E’ stato presentato a Roma il movimento politico della Buona Destra. Promosso dal giornalista Filippo Rossi, già ideologo finiano nella fondazione FareFuturo, poi ideatore del festival culturale Caffeina.

Futurista nell’approccio, nasce attorno a un manifesto di venti punti opposto a tal punto all’agenda sovranista da concludersi con l’auspicio che l’Unione Europea possa trasformarsi in Stati Uniti d’Europa, il vecchio pallino dei Radicali di Pannella. E proprio quell’area: riformatrice, libdem, riformista che va da +Europa a Azione di Calenda e Italia Viva nel centrosinistra, fino ad arrivare, sull’altra sponda, ai moti liberali di Mara Carfagna con la sua Voce Libera e Stefano Parisi con Energie per l’Italia, sembrano essere gli interlocutori naturali del neonato movimento che, nonostante ciò, intende, almeno nel nome, mantenere l’imprinting destrorso.
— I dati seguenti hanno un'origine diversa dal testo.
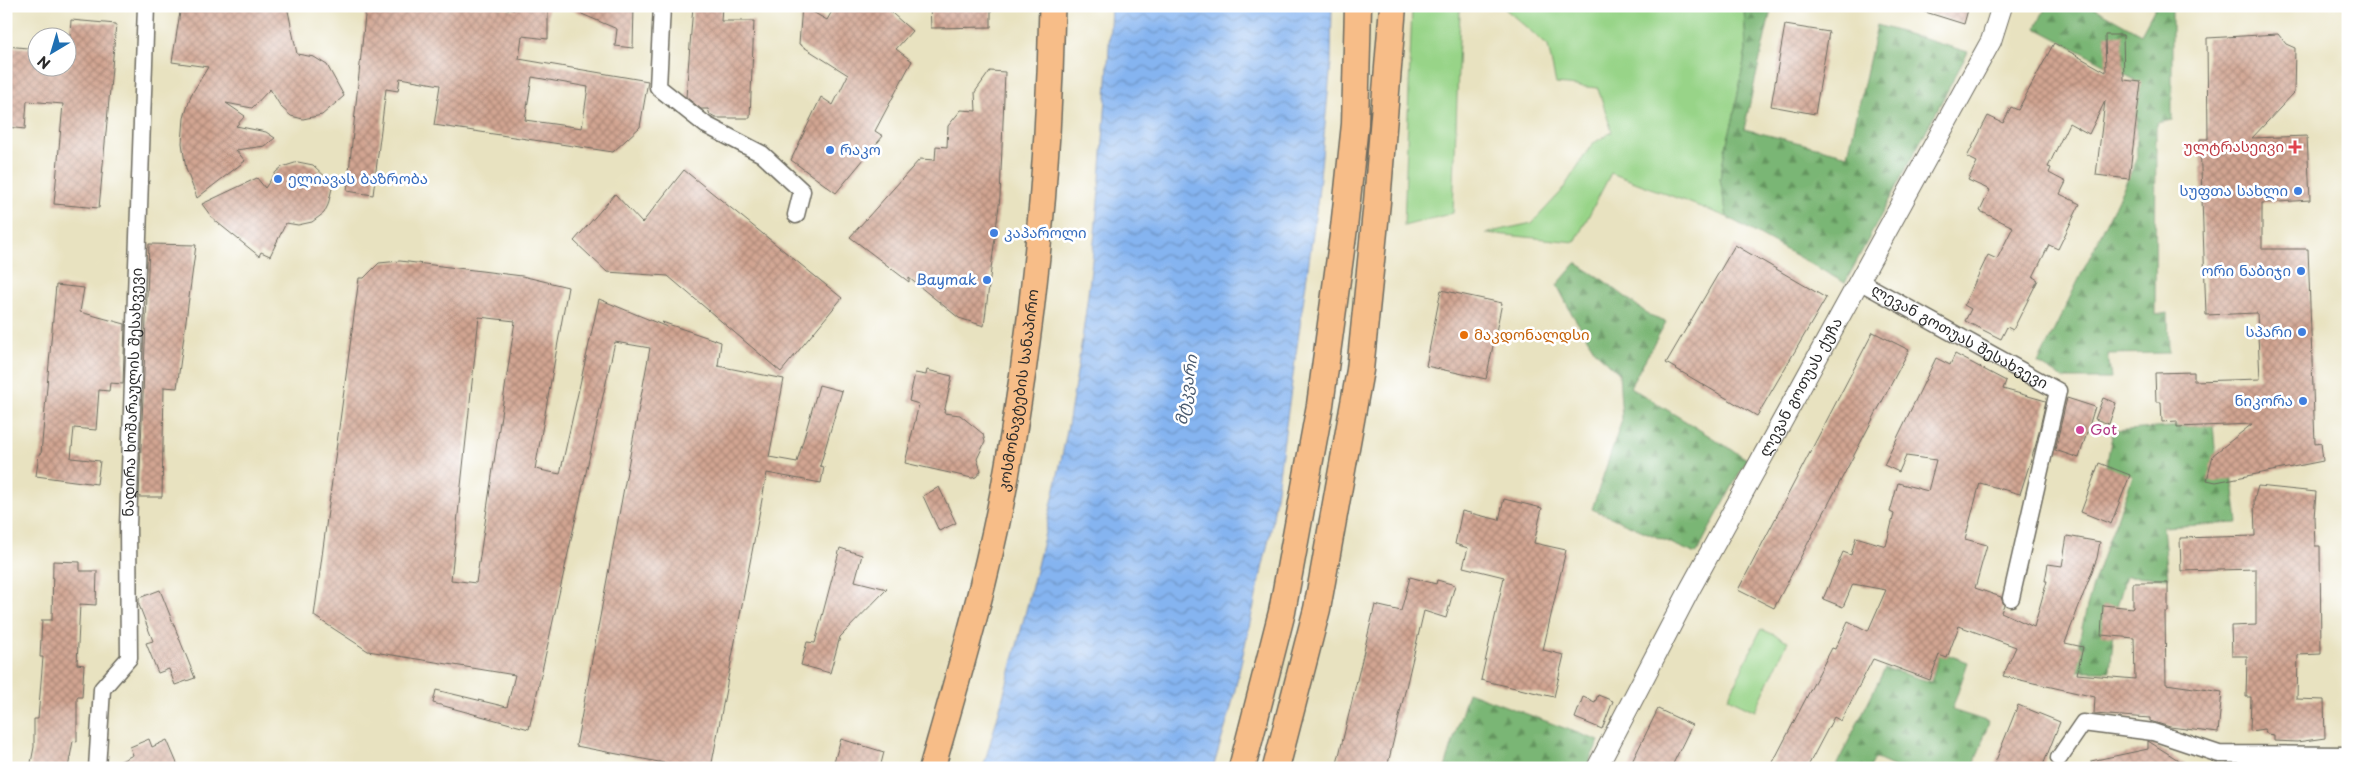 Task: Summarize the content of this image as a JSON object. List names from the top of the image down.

L’obiettivo è quello, evidentemente, di tenere fede a un brand fatto di storie umane e militanze arrivate da lontano che oggi hanno bisogno di mettere in evidenza come la parte politica liberal-conservatrice non debba riferirsi solo a quello che Rossi chiama la “destra del cattiverio” di Salvini e Meloni ma possa ben esprimere anche altre idee, a tal punto contrastanti su talune questioni come l’Europa, i diritti e l’accoglienza dei migranti (comunque da regolare con una nuova legge) da far sembrare l’iniziativa del giornalista viterbese al pari della vecchia “stecca nel coro” di montanelliana memoria o, in prospettiva, il granello di sabbia nell’ingranaggio di un centrodestra che delle radici del 1994 conserva ormai davvero poco.  Quel tanto che, tuttavia, basta a ricreare dibattito, pungolo, stimolo di idee.
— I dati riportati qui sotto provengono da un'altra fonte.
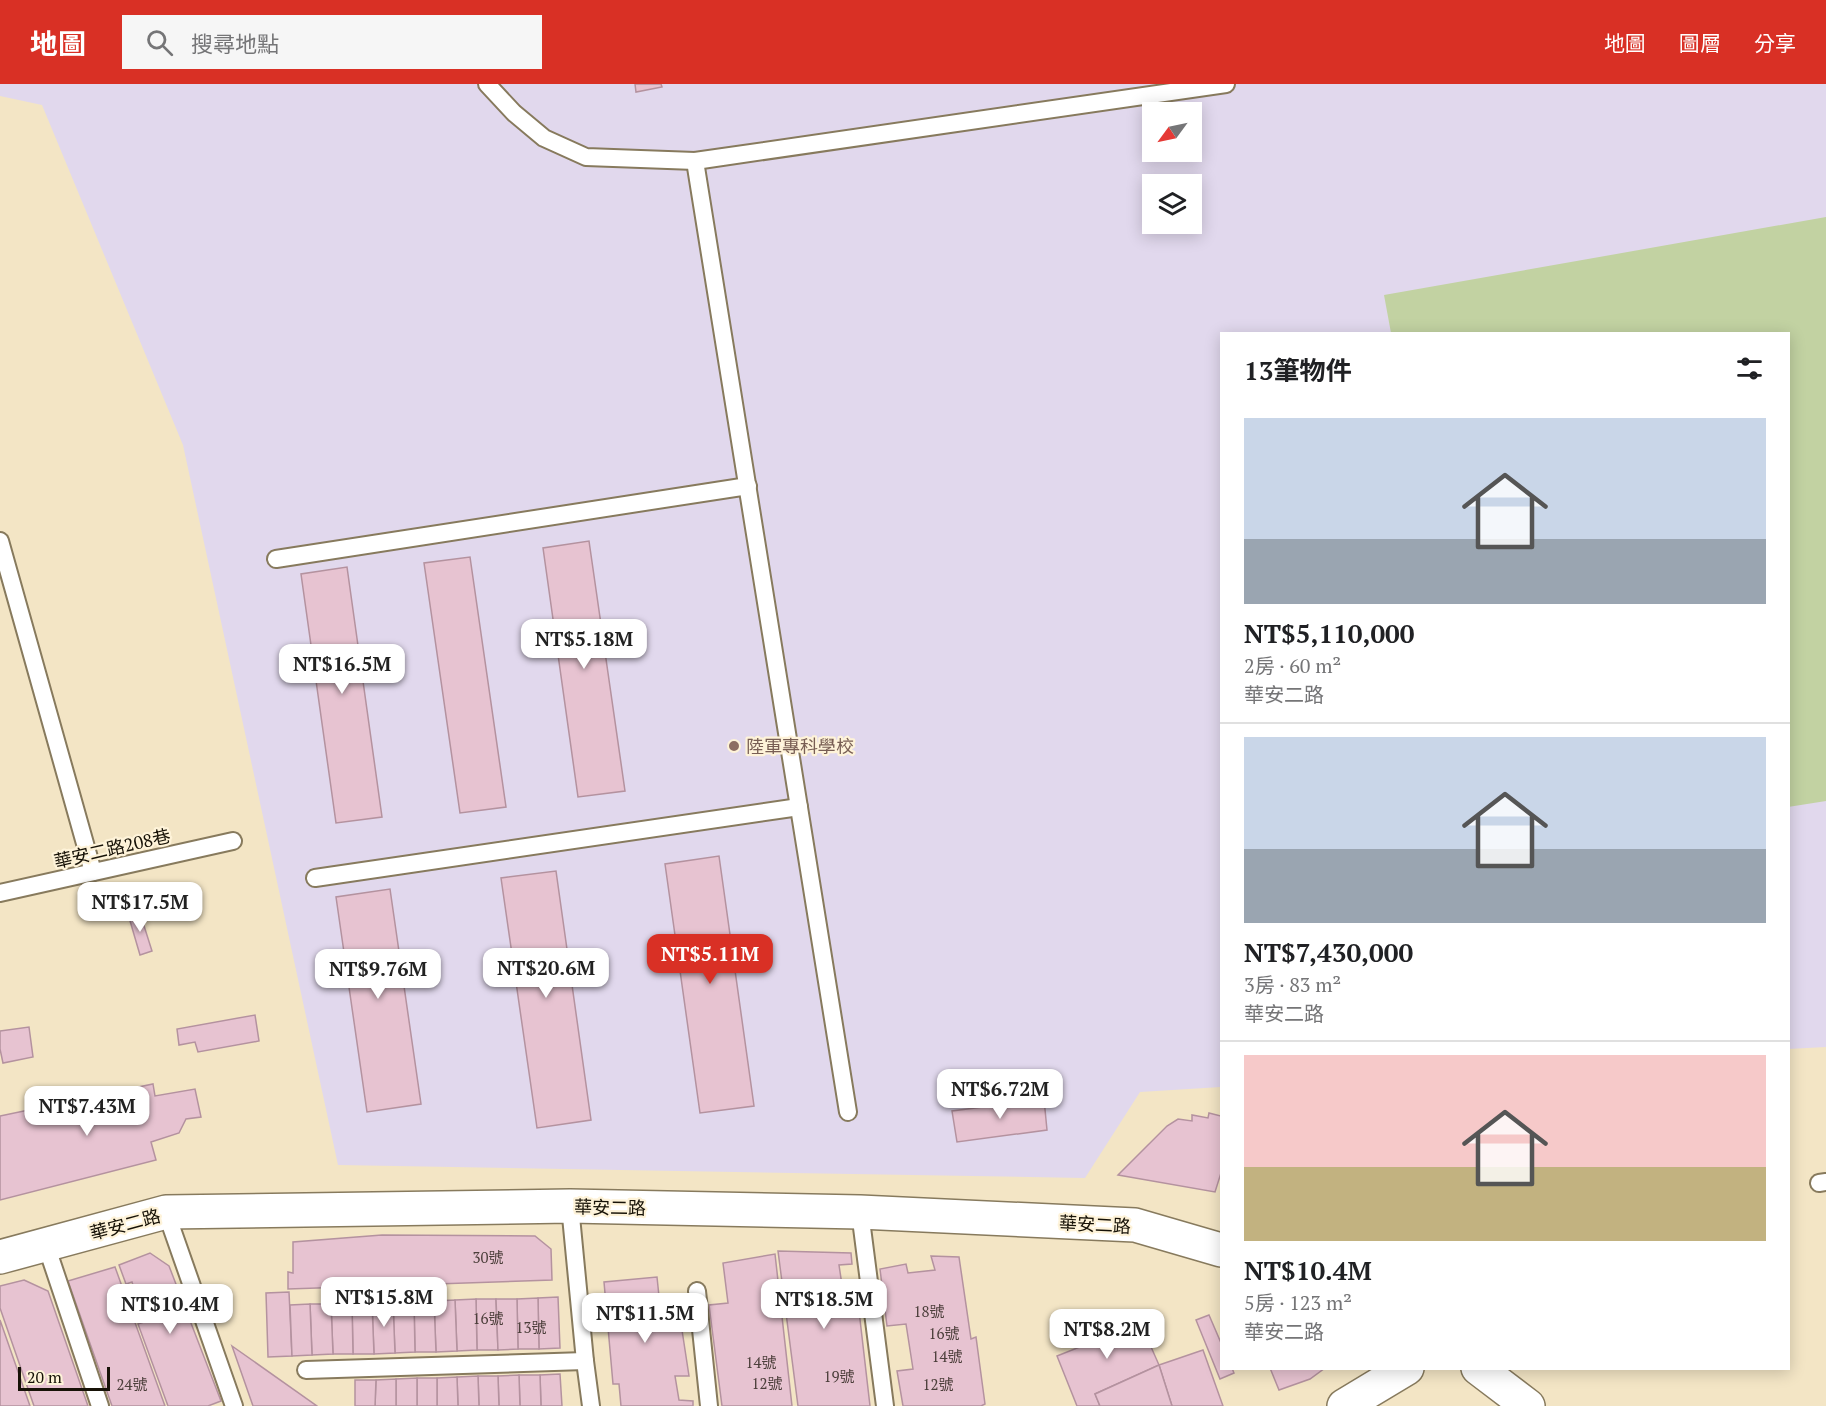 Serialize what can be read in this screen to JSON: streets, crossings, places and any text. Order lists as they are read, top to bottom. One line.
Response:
{"streets":{"street":["華安二路"],"lane":["華安二路208巷"]},"places":["陸軍專科學校"],"house_numbers":["30號","18號","16號","13號","16號","14號","14號","19號","12號","24號","12號"],"scale_bar":"20 m","north":"bottom left","page":{"header":"地圖","search":"搜尋地點","nav":["地圖","圖層","分享"],"heading":"13筆物件","list":[{"name":"NT$5,110,000","note":"2房 · 60 m² · 華安二路"},{"name":"NT$7,430,000","note":"3房 · 83 m² · 華安二路"},{"name":"NT$10.4M","note":"5房 · 123 m² · 華安二路"}],"price":["NT$5.18M","NT$16.5M","NT$17.5M","NT$5.11M","NT$20.6M","NT$9.76M","NT$6.72M","NT$7.43M","NT$15.8M","NT$18.5M","NT$10.4M","NT$11.5M","NT$8.2M"],"scale":"20 m"}}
“Vogliamo spiegare che esiste una politica altra, una destra altra – ha detto Rossi – capace di assumersi la responsabilità di governare i processi, complicati, in questa fase storica del nostro Paese e dell’Europa. Basta con le fake news, i fenomeni da baraccone e le piazzate, basta con lo stigmatizzare la diversità: specie nel momento della ricostruzione post Covid-19, col Paese uscito malconcio dall’emergenza. Ciò che ora serve sono il realismo e le competenze, il pensiero critico e la capacità di programmare il futuro senza pensare solo al consenso, di pancia, del presente”.

Dalla parte di Jekyl è il libro che Filippo Rossi ha pubblicato per Marsilio a fine 2019 e attorno al quale il movimento si è spontaneamente riunito nei mesi successivi, riuscendo a superare indenne, sulle ali dell’entusiasmo, anche il buio momento del “lockdown” durante la pandemia da coronavirus.
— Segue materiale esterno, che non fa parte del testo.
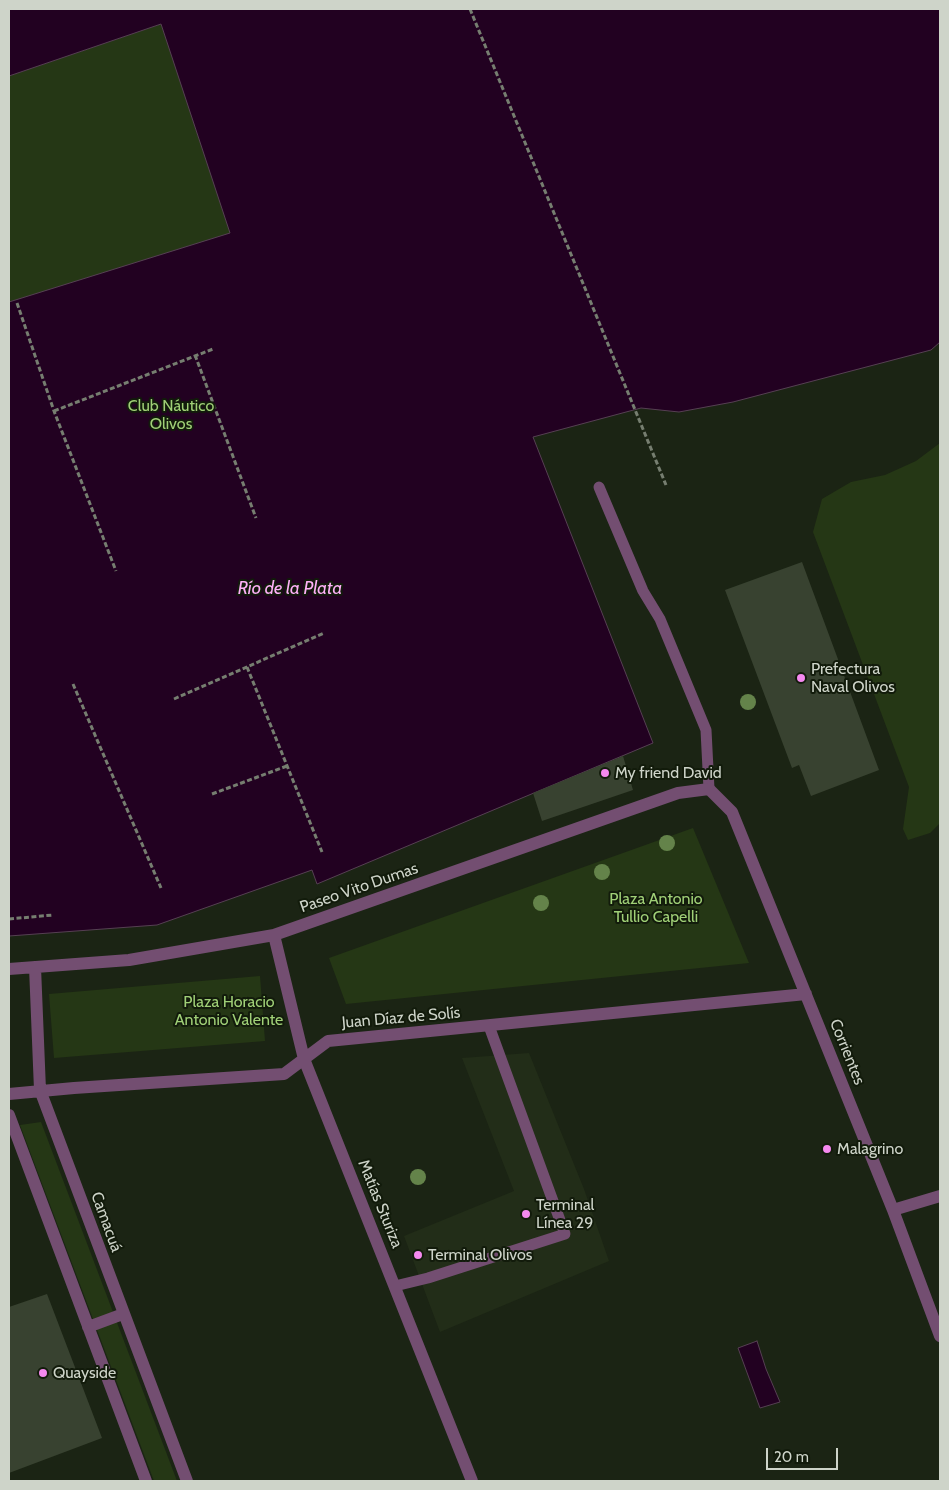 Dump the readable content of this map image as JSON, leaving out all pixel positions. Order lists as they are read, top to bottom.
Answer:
{
  "streets": {
    "street": [
      "Paseo Vito Dumas",
      "Juan Díaz de Solís",
      "Corrientes",
      "Matías Sturiza",
      "Camacuá"
    ]
  },
  "crossings": [
    ["Paseo Vito Dumas", "Corrientes"],
    ["Paseo Vito Dumas", "Matías Sturiza"],
    ["Paseo Vito Dumas", "Camacuá"],
    ["Juan Díaz de Solís", "Corrientes"],
    ["Juan Díaz de Solís", "Matías Sturiza"],
    ["Juan Díaz de Solís", "Camacuá"]
  ],
  "water": ["Río de la Plata"],
  "parks": ["Club Náutico Olivos", "Plaza Antonio Tullio Capelli", "Plaza Horacio Antonio Valente"],
  "places": [
    "Prefectura Naval Olivos",
    "My friend David",
    "Malagrino",
    "Terminal Línea 29",
    "Terminal Olivos",
    "Quayside"
  ],
  "scale_bar": "20 m"
}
Il giornalista neo-leader è approdato dunque nella Roma rovente quanto ancora poco popolata di questo inedito inizio di luglio, inserendo la prima conferenza stampa del nuovo partito  nella gloriosa sala Capranichetta, affacciata su piazza Montecitorio. Un evento fondamentale, anzi, di fatto fondativo per la Buona Destra, incuneatosi tra le tappe di un moto perpetuo che dura ormai da mesi e si dipana tra presentazioni del volume e aperitivi, appuntamenti a cena, “pizzate” dove ognuno paga per sé, disseminate qua e là per l’Italia, in tutti i luoghi nei quali la Buona Destra ha raggranellato i primi militanti pionieri. Tra loro anche alcuni amministratori locali.

Qualcuno, in maniera malevola l’ha già definita “la destra che piace a sinistra”. Probabilmente lo spirito avanguardista di chi si sta lanciando nell’avventura prevede per ora una attività quasi unica: guardare avanti e solo poi, quando sarà il momento, distogliere lo sguardo e scoprire chi davvero ci sarà attorno.